### Task to complete
Your answer should consist of each line below that includes the word "nowrap".

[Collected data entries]
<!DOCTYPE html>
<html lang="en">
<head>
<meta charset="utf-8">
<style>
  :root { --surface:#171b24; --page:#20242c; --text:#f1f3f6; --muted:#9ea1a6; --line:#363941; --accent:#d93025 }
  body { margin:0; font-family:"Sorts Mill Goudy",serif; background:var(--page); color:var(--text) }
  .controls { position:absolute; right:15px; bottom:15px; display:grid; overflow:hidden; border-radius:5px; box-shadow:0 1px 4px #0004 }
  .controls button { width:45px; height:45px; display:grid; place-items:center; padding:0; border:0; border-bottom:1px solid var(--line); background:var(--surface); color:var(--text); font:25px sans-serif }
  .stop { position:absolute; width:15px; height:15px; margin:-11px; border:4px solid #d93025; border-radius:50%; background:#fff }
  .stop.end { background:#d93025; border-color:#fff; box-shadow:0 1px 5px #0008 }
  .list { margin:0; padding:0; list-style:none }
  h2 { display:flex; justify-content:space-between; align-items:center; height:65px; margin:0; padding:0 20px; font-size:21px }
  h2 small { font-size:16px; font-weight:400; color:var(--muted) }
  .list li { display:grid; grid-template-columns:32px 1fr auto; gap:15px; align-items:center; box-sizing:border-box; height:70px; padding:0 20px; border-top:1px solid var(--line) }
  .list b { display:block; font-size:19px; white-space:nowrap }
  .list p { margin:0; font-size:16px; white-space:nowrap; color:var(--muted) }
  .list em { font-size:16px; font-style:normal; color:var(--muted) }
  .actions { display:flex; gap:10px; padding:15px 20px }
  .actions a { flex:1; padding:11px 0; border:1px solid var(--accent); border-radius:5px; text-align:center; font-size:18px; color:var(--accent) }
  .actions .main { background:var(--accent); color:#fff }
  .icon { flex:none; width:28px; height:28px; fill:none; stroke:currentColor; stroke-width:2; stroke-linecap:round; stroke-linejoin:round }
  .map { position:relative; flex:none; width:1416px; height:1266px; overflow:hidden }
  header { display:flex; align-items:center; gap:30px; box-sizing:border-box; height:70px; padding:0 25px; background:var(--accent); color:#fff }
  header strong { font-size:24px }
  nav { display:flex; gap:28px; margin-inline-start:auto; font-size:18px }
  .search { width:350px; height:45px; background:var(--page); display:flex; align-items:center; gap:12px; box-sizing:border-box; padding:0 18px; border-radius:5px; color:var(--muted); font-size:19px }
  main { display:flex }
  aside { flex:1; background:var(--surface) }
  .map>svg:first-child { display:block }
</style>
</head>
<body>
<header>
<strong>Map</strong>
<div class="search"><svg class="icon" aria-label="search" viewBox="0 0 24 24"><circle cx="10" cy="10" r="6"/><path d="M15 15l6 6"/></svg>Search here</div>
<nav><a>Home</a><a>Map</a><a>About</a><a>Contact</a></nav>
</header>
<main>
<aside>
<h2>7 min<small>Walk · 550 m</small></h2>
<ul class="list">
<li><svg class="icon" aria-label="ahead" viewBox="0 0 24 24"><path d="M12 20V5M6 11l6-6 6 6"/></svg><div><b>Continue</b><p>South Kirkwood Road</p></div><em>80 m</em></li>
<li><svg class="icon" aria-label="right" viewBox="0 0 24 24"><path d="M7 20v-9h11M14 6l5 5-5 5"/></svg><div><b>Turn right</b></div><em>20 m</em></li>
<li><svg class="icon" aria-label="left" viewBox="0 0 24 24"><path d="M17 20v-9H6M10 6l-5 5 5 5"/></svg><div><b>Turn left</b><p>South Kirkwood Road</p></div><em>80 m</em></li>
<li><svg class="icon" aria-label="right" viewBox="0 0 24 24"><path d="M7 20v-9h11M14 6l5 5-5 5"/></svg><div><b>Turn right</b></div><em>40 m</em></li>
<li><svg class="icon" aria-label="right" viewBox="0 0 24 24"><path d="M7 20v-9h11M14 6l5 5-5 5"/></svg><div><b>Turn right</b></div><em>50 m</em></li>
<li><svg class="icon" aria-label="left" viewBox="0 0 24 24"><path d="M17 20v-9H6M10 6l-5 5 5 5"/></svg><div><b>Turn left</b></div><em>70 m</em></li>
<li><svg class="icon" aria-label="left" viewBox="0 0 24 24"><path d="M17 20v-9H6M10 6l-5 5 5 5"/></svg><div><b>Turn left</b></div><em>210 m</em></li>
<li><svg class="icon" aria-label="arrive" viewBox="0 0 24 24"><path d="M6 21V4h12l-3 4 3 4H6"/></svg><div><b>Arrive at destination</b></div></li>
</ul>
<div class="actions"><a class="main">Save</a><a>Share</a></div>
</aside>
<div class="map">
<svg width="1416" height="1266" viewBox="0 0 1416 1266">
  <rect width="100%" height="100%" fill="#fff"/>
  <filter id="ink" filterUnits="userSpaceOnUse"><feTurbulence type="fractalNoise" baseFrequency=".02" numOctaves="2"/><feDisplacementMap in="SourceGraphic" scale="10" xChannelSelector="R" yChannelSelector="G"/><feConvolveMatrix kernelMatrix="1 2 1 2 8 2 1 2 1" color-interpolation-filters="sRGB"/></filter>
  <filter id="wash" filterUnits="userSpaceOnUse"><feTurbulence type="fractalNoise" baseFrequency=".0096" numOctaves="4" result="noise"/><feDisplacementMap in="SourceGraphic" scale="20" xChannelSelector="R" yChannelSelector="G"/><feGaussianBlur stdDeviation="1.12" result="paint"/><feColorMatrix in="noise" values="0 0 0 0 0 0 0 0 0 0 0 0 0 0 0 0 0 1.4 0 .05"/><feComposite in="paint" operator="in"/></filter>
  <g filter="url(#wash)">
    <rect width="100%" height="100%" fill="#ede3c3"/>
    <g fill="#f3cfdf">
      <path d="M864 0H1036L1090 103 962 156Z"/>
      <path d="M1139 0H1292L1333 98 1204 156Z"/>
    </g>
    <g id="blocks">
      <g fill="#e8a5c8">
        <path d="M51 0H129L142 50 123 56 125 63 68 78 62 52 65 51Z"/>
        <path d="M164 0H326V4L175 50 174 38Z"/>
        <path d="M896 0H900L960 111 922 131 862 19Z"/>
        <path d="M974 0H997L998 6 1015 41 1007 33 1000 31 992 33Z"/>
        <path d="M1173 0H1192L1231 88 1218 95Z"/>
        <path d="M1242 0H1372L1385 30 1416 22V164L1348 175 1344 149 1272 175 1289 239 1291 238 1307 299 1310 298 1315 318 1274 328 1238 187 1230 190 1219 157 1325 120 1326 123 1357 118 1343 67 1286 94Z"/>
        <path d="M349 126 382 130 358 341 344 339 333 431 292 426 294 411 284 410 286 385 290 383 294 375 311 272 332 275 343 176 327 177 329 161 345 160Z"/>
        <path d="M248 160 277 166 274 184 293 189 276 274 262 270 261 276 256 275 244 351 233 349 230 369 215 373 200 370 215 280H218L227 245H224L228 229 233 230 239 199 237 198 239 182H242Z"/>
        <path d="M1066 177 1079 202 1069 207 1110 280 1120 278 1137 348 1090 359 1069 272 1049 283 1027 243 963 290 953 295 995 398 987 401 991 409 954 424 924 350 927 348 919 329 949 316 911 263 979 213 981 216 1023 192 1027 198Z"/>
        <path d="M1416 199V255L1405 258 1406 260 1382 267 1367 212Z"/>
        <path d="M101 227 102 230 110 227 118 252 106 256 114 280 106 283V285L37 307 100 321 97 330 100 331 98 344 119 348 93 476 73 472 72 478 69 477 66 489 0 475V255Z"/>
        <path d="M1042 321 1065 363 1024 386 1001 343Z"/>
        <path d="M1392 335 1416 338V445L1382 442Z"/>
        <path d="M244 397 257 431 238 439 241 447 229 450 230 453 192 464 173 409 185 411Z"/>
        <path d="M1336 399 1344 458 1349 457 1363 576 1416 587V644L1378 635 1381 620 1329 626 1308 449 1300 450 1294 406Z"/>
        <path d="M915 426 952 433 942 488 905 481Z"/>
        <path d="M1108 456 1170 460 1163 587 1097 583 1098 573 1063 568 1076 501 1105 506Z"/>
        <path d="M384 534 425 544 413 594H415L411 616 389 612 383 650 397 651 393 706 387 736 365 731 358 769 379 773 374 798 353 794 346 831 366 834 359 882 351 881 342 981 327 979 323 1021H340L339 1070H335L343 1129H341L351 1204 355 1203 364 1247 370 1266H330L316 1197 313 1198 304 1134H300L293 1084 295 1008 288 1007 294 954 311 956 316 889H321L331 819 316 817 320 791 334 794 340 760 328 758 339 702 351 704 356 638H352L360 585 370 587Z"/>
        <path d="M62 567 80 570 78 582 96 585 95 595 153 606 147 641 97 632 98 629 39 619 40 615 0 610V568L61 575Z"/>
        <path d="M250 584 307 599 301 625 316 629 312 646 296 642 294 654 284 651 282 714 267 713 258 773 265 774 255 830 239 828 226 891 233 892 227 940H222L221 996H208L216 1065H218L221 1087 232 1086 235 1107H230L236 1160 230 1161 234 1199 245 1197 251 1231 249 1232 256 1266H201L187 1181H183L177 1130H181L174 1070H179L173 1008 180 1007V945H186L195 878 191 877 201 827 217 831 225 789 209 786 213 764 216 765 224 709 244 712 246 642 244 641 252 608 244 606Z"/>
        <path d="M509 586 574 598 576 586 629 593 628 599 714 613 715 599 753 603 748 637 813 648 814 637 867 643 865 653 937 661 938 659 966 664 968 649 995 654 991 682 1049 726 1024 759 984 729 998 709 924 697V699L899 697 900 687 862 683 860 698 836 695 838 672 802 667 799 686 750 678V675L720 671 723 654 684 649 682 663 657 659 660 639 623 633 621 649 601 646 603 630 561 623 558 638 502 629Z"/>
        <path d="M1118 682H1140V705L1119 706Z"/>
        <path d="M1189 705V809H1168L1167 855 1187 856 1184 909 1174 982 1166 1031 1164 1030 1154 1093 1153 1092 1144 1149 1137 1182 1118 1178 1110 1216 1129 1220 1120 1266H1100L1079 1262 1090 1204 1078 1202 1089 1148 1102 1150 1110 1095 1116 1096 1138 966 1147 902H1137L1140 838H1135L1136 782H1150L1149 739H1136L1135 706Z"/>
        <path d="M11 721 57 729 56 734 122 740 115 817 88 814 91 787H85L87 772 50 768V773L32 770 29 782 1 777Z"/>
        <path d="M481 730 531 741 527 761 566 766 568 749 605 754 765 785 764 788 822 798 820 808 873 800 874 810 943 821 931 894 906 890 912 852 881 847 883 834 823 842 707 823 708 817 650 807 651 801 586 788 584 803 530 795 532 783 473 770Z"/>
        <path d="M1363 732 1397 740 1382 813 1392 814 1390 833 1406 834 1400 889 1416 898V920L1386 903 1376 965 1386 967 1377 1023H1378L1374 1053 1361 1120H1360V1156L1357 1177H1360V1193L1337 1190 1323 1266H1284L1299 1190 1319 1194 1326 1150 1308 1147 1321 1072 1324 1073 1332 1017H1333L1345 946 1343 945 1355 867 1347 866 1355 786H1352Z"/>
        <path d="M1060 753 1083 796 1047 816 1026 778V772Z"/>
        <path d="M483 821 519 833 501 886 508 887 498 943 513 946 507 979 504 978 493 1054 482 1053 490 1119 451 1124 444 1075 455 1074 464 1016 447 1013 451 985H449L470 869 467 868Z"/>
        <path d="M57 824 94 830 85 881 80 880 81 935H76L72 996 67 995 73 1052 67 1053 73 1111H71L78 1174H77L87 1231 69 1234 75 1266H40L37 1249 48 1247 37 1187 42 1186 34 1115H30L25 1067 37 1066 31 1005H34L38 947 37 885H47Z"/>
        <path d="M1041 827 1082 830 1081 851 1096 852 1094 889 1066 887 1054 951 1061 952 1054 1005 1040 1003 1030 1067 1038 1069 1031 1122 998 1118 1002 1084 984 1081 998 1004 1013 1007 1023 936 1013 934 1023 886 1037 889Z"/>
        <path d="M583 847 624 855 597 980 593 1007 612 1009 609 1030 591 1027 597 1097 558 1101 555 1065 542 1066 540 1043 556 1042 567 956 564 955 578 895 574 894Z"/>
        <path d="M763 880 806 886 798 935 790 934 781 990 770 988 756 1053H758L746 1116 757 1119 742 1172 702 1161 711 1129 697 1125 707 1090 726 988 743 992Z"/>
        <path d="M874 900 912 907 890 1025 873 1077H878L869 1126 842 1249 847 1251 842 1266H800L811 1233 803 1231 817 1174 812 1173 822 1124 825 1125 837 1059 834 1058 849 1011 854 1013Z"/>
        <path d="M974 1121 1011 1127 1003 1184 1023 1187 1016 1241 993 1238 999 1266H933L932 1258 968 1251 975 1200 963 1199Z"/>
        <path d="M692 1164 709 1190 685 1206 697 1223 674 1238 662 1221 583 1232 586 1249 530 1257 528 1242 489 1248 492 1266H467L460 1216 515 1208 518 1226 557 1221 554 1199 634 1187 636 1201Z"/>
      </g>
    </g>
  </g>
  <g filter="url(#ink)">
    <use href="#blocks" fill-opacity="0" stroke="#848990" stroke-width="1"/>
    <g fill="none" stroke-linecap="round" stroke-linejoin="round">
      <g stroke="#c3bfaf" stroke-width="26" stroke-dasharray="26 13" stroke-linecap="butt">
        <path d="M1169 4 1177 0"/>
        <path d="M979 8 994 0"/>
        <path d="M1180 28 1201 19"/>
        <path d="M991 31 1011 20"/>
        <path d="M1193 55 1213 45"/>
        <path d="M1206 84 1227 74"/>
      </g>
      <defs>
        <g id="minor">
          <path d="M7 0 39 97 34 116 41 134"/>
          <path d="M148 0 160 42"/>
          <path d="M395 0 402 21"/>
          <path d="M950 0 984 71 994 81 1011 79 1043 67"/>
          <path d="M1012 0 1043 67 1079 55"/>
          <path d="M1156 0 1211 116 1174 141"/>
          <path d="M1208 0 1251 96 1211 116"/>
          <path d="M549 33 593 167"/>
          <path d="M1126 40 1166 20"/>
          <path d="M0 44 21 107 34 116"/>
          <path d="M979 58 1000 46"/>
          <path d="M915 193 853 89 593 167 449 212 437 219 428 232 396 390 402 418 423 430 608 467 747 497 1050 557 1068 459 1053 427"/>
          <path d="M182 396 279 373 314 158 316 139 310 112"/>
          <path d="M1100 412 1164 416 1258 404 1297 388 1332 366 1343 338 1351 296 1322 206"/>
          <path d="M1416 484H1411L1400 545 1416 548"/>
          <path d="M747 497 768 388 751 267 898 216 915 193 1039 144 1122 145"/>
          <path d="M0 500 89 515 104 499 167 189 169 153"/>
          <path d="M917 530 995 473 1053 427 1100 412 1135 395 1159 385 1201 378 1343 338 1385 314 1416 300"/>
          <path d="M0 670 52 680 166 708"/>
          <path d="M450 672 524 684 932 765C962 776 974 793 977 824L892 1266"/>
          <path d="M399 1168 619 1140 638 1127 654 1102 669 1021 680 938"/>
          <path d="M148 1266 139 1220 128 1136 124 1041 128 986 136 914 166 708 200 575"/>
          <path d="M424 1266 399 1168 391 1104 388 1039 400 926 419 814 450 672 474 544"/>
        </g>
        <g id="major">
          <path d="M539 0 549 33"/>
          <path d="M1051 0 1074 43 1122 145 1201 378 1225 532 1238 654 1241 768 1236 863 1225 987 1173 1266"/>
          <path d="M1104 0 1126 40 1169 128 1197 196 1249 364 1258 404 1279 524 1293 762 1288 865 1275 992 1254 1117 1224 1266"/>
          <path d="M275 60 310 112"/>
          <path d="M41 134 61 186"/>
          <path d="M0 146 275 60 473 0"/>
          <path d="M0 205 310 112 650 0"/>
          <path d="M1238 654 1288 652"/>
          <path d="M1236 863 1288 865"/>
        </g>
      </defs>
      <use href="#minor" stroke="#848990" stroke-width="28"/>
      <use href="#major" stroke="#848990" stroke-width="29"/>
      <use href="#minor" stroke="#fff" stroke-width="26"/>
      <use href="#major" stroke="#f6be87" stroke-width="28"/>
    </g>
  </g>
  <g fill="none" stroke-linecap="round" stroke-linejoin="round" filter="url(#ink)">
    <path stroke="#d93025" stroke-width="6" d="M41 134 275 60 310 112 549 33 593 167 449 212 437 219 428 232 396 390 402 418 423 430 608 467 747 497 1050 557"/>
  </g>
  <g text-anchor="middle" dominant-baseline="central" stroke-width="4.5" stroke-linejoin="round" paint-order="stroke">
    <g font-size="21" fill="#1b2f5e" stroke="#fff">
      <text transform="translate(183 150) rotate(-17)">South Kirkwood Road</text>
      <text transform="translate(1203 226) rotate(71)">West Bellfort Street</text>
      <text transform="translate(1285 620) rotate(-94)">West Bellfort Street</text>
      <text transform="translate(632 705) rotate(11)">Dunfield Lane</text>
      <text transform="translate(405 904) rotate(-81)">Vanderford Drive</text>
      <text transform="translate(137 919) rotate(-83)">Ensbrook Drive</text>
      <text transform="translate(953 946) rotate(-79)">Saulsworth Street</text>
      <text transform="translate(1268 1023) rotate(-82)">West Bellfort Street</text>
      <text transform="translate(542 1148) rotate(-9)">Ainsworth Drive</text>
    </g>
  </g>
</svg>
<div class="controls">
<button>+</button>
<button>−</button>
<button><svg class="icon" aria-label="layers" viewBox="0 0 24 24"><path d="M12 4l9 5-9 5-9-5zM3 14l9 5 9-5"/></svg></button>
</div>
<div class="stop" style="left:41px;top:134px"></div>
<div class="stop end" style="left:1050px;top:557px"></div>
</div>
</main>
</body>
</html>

### Solution
  .list b { display:block; font-size:19px; white-space:nowrap }
  .list p { margin:0; font-size:16px; white-space:nowrap; color:var(--muted) }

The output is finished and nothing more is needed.